• _Task details_:
Check each line of the material below for "they", then copy the ones that contain it.

• _Data_:

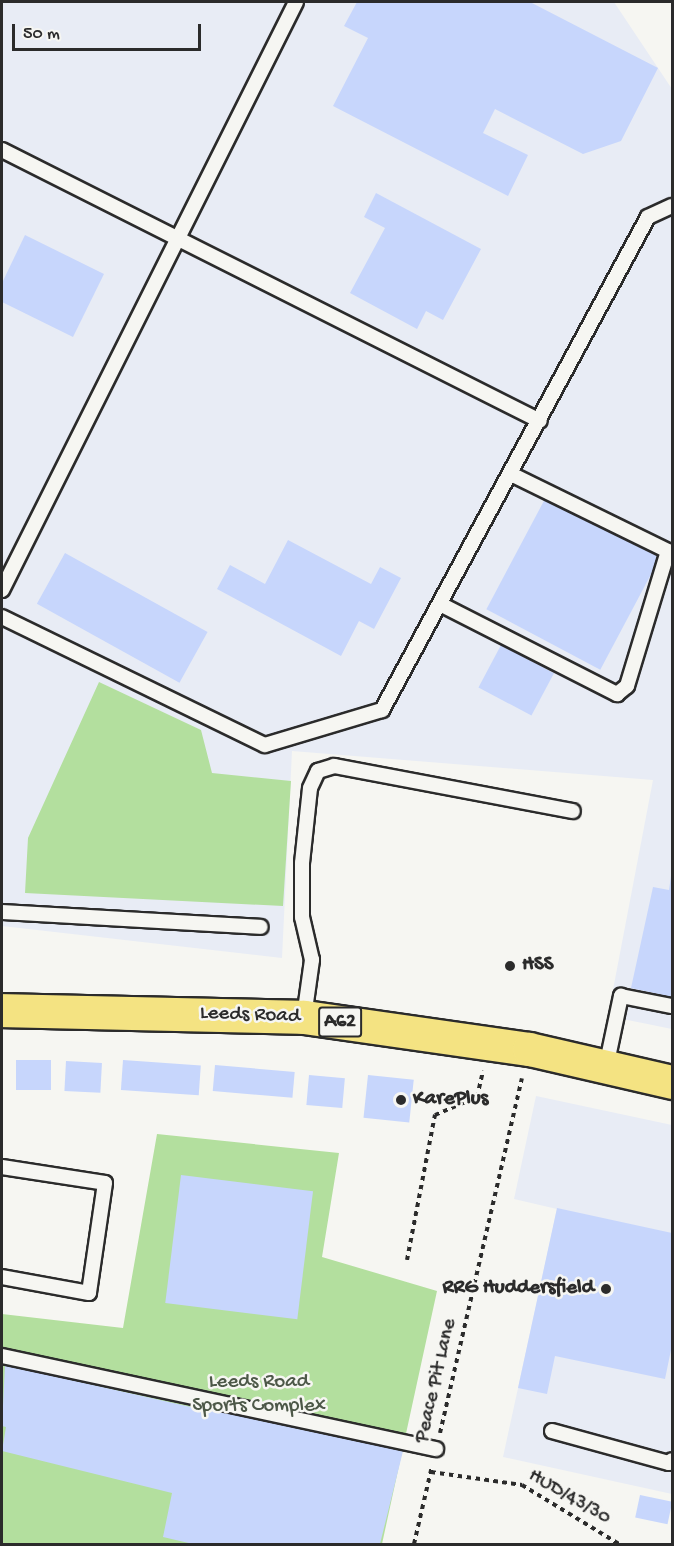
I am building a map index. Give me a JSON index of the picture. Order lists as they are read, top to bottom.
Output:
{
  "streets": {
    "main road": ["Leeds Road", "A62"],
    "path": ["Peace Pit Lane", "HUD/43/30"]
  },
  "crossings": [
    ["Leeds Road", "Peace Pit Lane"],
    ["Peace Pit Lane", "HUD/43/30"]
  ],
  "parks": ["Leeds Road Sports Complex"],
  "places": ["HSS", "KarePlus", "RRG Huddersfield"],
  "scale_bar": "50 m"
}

---

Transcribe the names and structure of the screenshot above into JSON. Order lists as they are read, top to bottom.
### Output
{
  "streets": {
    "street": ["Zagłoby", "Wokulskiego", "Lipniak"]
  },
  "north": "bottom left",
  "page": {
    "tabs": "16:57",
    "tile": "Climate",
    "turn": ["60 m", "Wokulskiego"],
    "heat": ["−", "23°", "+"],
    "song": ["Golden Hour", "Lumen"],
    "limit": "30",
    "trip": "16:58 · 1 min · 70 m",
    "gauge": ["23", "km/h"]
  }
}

...

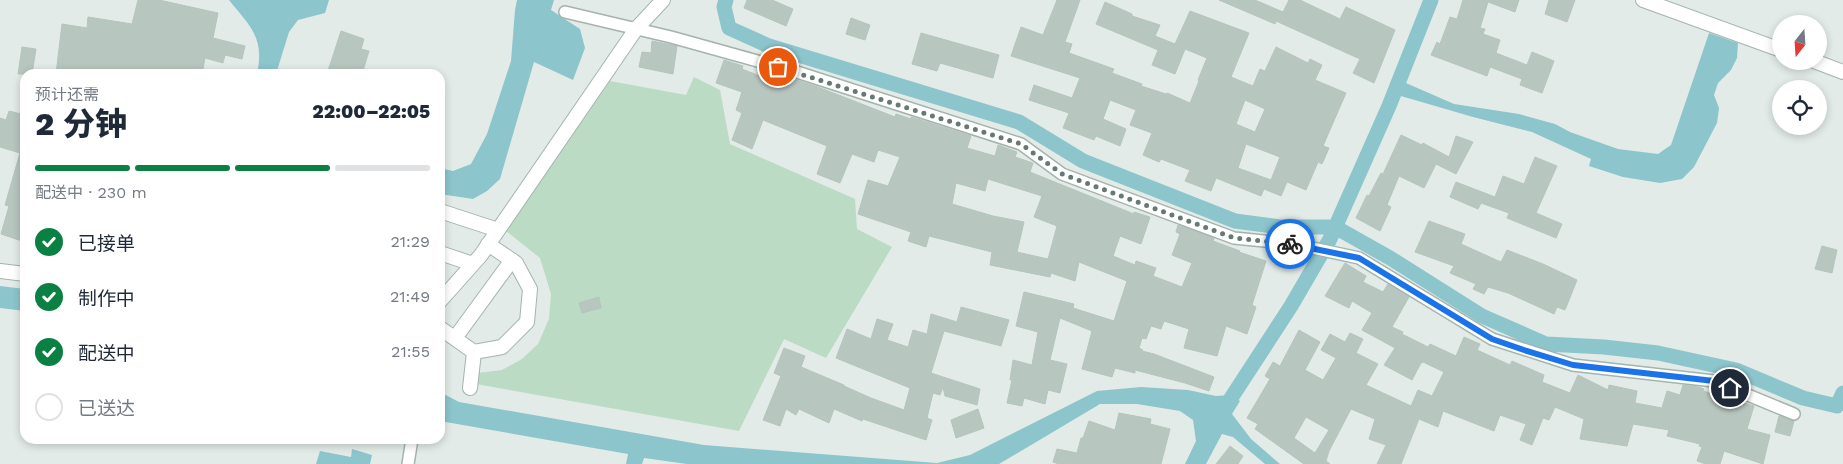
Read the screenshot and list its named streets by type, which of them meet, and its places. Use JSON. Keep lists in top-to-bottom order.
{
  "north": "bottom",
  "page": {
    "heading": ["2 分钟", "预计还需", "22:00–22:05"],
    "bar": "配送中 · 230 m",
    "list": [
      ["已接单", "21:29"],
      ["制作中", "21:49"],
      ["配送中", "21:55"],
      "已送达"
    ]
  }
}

• _Solution below_:
I am building a map index. Give me a JSON index of the picture. Order lists as they are read, top to bottom.
Transcribe the names and structure of the screenshot above into JSON. Order lists as they are read, top to bottom.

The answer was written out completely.